Trainer Rachel Hall answers four of your most common questions on the thrust.

What is the most important benefit of the hip thrust exercise?

Glute development and improving overall posture. Glute development helps strengthen the entire lumbo-pelvic hip complex, better known as the core, and helps alleviate strain in the lower back.”

Is the hip thrust better suited to heavier weights and lower reps or lighter weights and higher reps?

“Both. On strength building days, I’d recommend using more weight with fewer reps but more sets. On endurance and muscle building days, I’d recommend less weight with more reps and moderate sets. On active recovery days, I’d throw in a few sets of bodyweight-only hip thrusts.”

Are hip thrusts okay for those with lower-back issues? Why or why not?

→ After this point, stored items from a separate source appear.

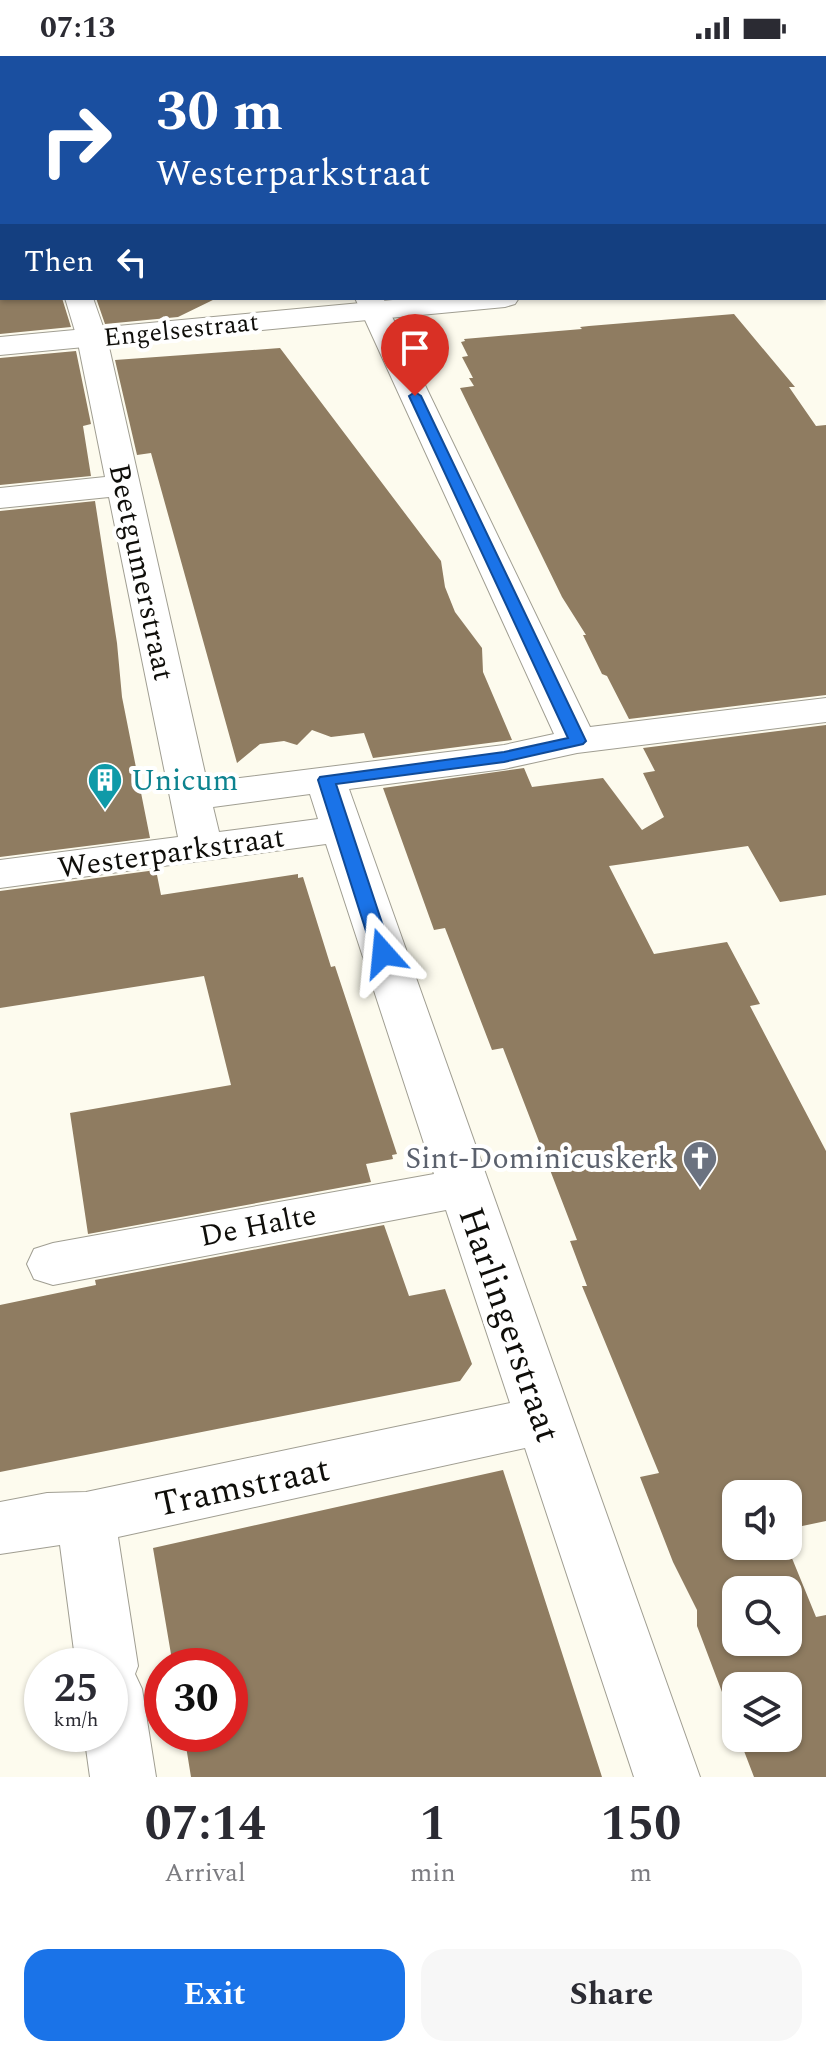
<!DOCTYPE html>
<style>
:root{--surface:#fff;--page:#f7f7f7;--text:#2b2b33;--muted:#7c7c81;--accent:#1a73e8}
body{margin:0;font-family:Spectral,serif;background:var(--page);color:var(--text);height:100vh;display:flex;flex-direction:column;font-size:30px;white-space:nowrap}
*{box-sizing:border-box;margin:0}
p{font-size:26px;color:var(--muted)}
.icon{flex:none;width:44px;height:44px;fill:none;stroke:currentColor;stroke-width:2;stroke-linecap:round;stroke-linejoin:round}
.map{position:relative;height:1721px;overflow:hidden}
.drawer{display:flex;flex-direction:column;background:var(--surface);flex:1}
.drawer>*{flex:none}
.banner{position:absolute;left:0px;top:0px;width:826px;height:244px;box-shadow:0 2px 6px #0004;background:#1a4fa0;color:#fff;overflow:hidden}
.tools{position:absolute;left:722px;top:1424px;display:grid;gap:16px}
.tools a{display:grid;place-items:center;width:80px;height:80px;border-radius:16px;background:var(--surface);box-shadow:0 2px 6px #0004;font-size:40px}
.speed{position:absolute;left:24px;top:1592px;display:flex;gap:16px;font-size:40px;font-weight:700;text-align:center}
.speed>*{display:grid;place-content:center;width:104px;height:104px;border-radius:50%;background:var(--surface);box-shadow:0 2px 6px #0004;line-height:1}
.speed small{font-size:20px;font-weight:400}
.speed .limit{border:12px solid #d22;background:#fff;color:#111}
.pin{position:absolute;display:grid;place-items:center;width:68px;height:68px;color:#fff;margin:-82px -34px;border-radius:50% 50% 50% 0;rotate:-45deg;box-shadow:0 0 8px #0007}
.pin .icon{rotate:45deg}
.me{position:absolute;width:88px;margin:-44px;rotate:342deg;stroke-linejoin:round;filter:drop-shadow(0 0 6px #0008)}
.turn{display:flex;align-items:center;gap:28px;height:168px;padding:0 24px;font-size:36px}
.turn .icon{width:104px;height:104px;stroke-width:2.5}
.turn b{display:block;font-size:56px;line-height:68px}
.then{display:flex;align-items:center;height:76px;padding:0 24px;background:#0003;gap:16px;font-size:30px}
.eta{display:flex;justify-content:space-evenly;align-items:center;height:136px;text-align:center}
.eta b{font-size:48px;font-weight:700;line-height:56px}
.primary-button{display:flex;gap:16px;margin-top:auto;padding:16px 24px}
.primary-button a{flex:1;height:92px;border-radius:24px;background:var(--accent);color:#fff;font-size:32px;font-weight:700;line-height:92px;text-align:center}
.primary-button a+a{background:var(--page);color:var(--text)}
.status{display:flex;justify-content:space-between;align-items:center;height:56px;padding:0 40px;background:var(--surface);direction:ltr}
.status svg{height:22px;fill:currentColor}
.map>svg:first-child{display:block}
.building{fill:#8f7c61;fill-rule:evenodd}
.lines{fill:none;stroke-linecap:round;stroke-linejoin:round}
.minor-casing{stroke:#a09e92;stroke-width:2}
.tertiary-casing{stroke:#a09e92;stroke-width:2}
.secondary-casing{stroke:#a09e92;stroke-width:2}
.minor{fill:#fff;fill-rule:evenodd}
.tertiary{fill:#fff;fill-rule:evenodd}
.secondary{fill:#fff;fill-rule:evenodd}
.route{fill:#1a73e8;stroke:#114b97;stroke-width:2}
.labels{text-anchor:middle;stroke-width:8;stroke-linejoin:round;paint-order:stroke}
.far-street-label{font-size:26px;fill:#0f0e0a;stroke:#fff}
.street-label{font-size:30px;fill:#0f0e0a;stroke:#fff}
.culture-label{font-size:30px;fill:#0d838f;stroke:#fff;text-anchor:start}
.worship-label{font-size:30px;fill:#5b616d;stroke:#fff;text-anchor:end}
.near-street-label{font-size:36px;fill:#0f0e0a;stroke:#fff}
</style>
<div class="status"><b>07:13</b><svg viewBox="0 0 49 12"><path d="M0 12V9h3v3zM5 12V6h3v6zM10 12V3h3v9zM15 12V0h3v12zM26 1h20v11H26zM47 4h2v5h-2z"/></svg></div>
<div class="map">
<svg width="826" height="1721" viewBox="0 0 826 1721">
<rect width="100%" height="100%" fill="#fdfbee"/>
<path class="building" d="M0,242H62L71,271L0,278Z
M96,242H217L178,261L105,268Z
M734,258L795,331H789L816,370L826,369V639L629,663L607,620L602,618L583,579H586L562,541L460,332L474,330L469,322H473L462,301L468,300L461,286L465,285L464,283L582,273L580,271L589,270Z
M280,292L441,505L445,531L455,556L482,592L483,616L512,684L373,702L364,677L331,681L312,674L297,689L284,685L260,688L237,707L151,397L137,399L115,304Z
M76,295L91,368L83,370L91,420L0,429V302Z
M95,445L117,587L122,641L150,782L0,801V455Z
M826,669V839L780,846L748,790L609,810L654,898L727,886L760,948L750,950L826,1095V1465L788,1473V1438H736V1490H787L816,1561L826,1559V1721H754L739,1682H788V1630H736V1673L697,1570V1554L673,1506L640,1421L659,1417L582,1230H587L570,1185L577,1184L503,992L492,994L445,872L434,874L383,732L524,712L532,731L603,722L642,774L664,761L643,717L655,715L643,692ZM736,1534H788V1586H736Z
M156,814L161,839L298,818V822L303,821L331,911L335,910L397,1098L392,1099L393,1103L366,1108L371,1126L88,1178L70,1057L231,1029L204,920L0,952V835Z
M384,1169L409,1240L445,1233L472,1308L460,1325L0,1416V1249L96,1229L95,1224Z
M503,1414L602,1721H191L184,1678H230V1610H173L153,1492Z"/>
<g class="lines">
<g class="minor-casing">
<path id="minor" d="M245,0H267L268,2H246Z
M570,0H620L569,2Z
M0,25H2V39H0Z
M0,153H2V169H0Z
M65,242H93L107,282L207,726L504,689L554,678L355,242H383L590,671L826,642V666L577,697L504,713L349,733L700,1721H634L525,1392L118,1481L138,1610L135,1618L142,1633L156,1721H90L84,1678H110V1610H76L60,1489L0,1498V1446L47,1437L86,1436L510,1347L446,1154L53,1229L34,1223L27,1208L34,1193L53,1187L434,1118L326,788L0,832V804L178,781L109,441L0,452V432L105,421L77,282ZM310,738L318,763L219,776L213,751Z"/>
</g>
<g class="tertiary-casing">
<path id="tertiary" d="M824,205H826V221H824Z
M414,242H519L515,248L505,251L0,299V281Z"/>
</g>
<g class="secondary-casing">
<path id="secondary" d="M612,0H635L636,2H613Z
M824,222L826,223V243L824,242Z"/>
</g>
<use href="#minor" class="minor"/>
<use href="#tertiary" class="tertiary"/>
<use href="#secondary" class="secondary"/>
</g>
<path class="route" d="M415,336L421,340L586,685L583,688L504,706L336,728L392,897L383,903L373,897L318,724L320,721L504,696L568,682L409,340Z"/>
<defs>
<g id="building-pin" transform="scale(1.8)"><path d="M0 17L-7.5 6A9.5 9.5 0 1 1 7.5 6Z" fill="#0f9aa8" stroke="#fff"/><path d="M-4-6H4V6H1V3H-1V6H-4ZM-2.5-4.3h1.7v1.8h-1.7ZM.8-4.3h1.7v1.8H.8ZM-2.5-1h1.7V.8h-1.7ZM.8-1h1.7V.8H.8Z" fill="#fff"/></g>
<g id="church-pin" transform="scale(1.8)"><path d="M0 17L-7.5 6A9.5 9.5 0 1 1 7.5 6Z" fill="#6b7280" stroke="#fff"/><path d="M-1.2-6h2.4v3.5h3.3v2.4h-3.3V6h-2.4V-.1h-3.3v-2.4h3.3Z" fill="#fff"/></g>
</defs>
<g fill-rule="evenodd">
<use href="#building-pin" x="105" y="724"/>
<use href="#church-pin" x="700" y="1102"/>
</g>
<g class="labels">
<g class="far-street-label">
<text transform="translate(181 273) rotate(-6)" y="9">Engelsestraat</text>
</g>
<g class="street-label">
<text transform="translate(142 516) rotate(78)" y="10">Beetgumerstraat</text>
<text transform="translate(171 796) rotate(-8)" y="10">Westerparkstraat</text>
<text transform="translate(258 1169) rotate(-11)" y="10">De Halte</text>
</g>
<g class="culture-label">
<text x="131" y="734">Unicum</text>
</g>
<g class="worship-label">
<text x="674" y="1112">Sint-Dominicuskerk</text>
</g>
<g class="near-street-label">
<text transform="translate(511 1268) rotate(71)" y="13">Harlingerstraat</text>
<text transform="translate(242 1429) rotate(-12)" y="13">Tramstraat</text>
</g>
</g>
</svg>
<div class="tools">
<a><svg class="icon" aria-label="sound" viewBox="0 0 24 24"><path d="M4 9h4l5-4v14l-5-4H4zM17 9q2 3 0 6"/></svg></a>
<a><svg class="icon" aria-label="search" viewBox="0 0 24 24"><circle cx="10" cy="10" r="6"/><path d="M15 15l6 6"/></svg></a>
<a><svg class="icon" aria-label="layers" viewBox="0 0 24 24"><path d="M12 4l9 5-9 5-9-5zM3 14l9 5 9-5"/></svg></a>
</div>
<div class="speed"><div>25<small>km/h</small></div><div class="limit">30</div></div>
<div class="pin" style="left:415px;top:340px;background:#d93025"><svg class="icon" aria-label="arrive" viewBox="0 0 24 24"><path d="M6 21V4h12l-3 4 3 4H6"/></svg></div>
<svg class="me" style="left:383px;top:897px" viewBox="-20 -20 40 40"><path d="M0-17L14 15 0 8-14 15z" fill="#1a73e8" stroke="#fff" stroke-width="4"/></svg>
<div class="banner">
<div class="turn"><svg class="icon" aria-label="right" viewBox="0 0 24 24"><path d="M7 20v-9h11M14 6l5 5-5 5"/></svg><div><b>30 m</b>Westerparkstraat</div></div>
<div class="then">Then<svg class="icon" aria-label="left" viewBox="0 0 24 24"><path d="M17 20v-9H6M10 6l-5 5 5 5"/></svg></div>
</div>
</div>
<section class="drawer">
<div class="eta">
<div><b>07:14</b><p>Arrival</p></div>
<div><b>1</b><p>min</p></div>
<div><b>150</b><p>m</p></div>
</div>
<div class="primary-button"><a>Exit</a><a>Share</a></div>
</section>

“It depends on the source of the lower back pain. If the lower back pain is the result of muscle overcompensation from the quadriceps or hamstrings, weak core muscles, or postural imbalances, then hip thrusts could be a good thing, as they can help correct the imbalance. However, if the back pain comes from a chronic injury such as a disc issue, then you should seek clearance from a doctor or physical therapist before doing this movement.”

I hate the feeling of the bar pinching at my hips — is it better to use a towel to help alleviate the problem, or should I switch to another implement (dumbbell, sandbag, etc.)?

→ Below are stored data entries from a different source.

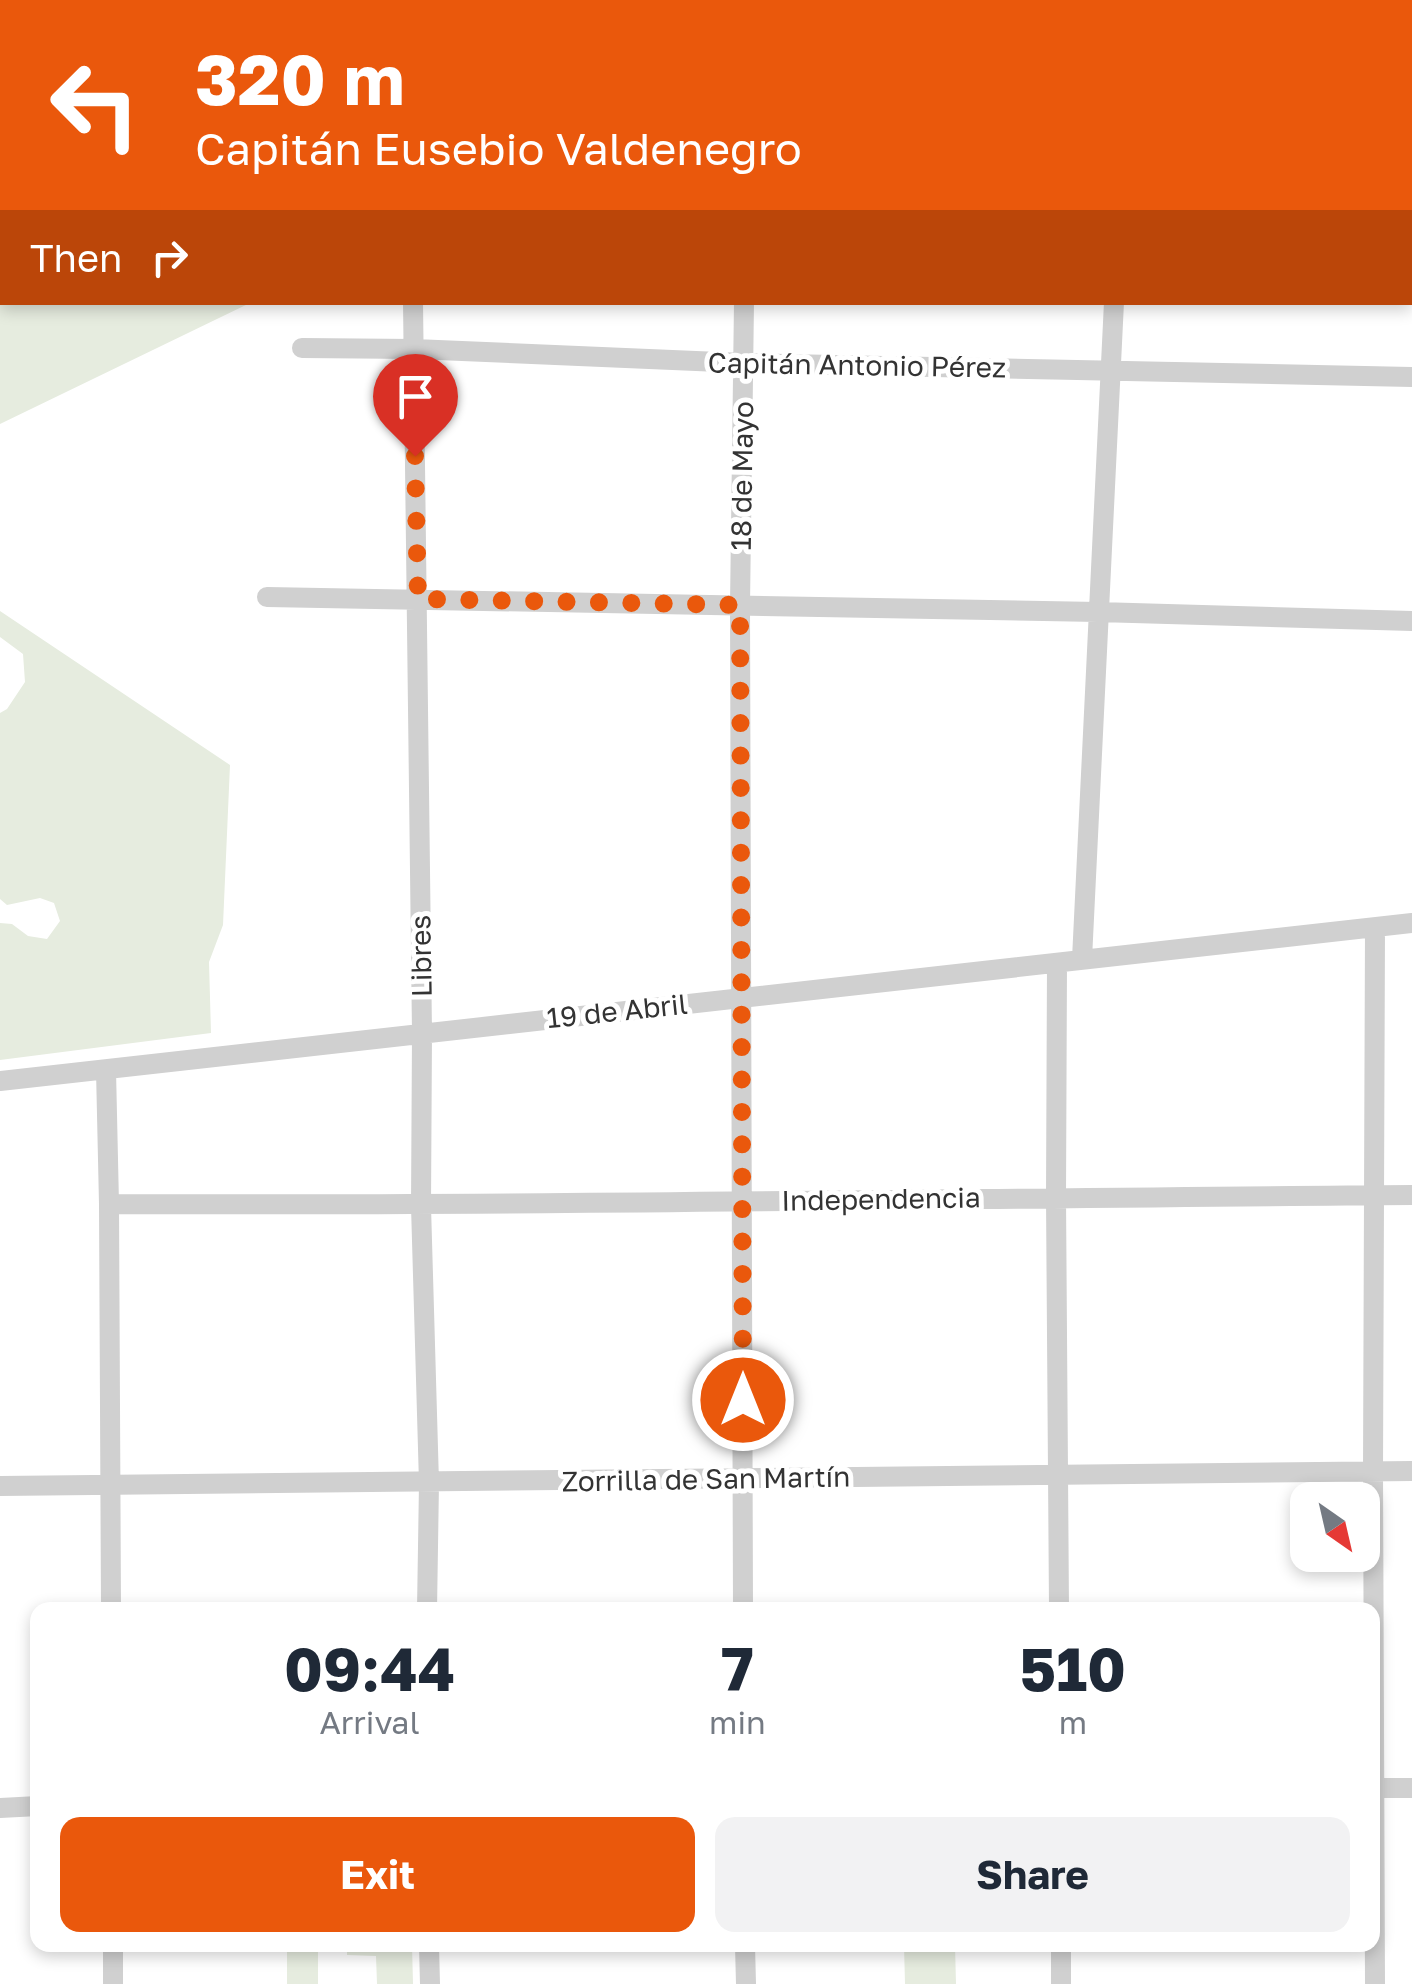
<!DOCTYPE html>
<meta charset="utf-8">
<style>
body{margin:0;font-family:"Golos Text",sans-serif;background:#f2f2f3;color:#1f2937;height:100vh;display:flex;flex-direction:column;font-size:38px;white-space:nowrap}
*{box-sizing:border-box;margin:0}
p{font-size:32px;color:#747a83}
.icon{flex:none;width:55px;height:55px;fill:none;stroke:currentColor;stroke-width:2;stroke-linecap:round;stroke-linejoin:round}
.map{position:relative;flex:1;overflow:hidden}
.details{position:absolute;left:30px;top:1602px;width:1350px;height:350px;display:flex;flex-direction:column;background:#fff;border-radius:20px;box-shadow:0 5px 15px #0003}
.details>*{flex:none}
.banner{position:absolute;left:0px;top:0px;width:1412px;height:305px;box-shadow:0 5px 15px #0003;background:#ea580c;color:#fff;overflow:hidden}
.needle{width:65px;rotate:146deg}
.buttons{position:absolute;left:1290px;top:1482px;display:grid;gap:20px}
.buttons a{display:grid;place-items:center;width:90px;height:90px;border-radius:20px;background:#fff;box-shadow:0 5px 15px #0003;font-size:50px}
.pin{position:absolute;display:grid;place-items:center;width:85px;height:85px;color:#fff;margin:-102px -42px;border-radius:50% 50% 50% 0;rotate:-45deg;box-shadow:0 0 10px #0007}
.pin .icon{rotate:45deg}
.me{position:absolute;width:110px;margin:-55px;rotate:0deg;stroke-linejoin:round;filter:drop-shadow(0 0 8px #0008)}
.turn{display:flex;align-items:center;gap:35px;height:210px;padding:0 30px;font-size:45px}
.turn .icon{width:130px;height:130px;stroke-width:2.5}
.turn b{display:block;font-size:70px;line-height:85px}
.then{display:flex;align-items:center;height:95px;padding:0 30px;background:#0003;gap:20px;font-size:38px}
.eta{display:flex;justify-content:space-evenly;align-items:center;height:170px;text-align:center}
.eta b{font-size:60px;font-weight:700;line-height:70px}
.action{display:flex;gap:20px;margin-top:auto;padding:20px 30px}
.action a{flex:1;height:115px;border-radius:20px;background:#ea580c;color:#fff;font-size:40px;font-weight:700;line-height:115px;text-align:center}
.action a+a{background:#f2f2f3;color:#1f2937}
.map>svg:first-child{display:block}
.green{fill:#e6ecdf}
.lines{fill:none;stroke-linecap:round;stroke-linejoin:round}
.minor{stroke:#d0d0d0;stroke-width:20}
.route{stroke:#ea580c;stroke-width:18;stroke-dasharray:0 32.4}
.labels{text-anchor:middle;stroke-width:10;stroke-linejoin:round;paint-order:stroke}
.street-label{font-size:28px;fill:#333;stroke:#fff}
</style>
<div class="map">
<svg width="1412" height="1984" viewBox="0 0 1412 1984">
<rect width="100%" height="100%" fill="#fff"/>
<path class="green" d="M2 100V270L0 272V133Z
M2 280V302L250 303 0 424V282Z
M0 611 230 765 223 925 209 962 211 1033 0 1060V923L12 924 28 936 47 939 60 921 54 903 40 898 7 905 0 899V713L7 709 25 682 23 654 0 637Z
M287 1945H318V1984H287Z
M347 1945H412L413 1984H377L376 1956 347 1955Z
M904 1945H955L956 1984H905Z"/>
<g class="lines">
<path class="minor" d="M407 0V2
M745 2V0
M1132 2V0
M1410 17H1412
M413 302 422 1033 421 1206 429 1483 427 1610
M302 348 414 349 743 363 1412 377
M267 597 1098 612 1412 621
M1375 929 1373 1472 1375 1984
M1082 959 1114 302
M1057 964 1056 1197 1059 1610
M106 1070 109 1204 111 1610
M0 1081 1412 923
M109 1204C544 1206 978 1198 1412 1195
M0 1486 1412 1471
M743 1610 740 605 744 302
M1372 1788H1412
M0 1808 38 1806
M113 1945V1984
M429 1945 430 1984
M745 1945 746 1984
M1061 1945V1984"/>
</g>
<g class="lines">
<path class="route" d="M415 456 418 599 740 605 743 1400"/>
</g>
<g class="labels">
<g class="street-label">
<text transform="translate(857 365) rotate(1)" y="10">Capitán Antonio Pérez</text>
<text transform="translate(742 476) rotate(-89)" y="10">18 de Mayo</text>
<text transform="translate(421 956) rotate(-91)" y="10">Libres</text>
<text transform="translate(617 1011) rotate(-6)" y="10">19 de Abril</text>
<text transform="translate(881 1199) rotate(-1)" y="10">Independencia</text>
<text transform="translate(706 1479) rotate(-1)" y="10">Zorrilla de San Martín</text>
</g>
</g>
</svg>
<div class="buttons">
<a><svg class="needle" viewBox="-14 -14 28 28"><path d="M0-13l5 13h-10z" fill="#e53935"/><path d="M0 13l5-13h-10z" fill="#747a83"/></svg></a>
</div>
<div class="pin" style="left:415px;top:456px;background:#d93025"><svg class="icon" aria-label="arrive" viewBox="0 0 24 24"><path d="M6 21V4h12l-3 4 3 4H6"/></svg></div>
<svg class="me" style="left:743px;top:1400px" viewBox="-20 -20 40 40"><circle r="17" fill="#ea580c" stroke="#fff" stroke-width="3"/><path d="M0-11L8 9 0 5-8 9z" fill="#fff"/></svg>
<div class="banner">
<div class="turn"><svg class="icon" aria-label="left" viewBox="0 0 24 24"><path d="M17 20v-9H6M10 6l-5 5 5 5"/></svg><div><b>320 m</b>Capitán Eusebio Valdenegro</div></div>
<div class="then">Then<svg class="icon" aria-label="right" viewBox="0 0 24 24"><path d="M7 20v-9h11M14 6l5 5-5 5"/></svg></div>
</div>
<section class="details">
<div class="eta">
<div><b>09:44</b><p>Arrival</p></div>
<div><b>7</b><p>min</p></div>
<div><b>510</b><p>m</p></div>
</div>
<div class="action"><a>Exit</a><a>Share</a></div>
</section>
</div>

“Towels and small pillows work to alleviate discomfort, but I’d highly recommend making the investment into a hip thrust barbell pad. I’d only recommend another weighted implement if you don’t have access to a barbell — the potential issue with using another piece of equipment is that, depending on what it is, the distribution of weight on the hips may change. What’s more, you might not be able to lift as heavy you’d like.” (As an example, Rogue Fitness offers this pad.)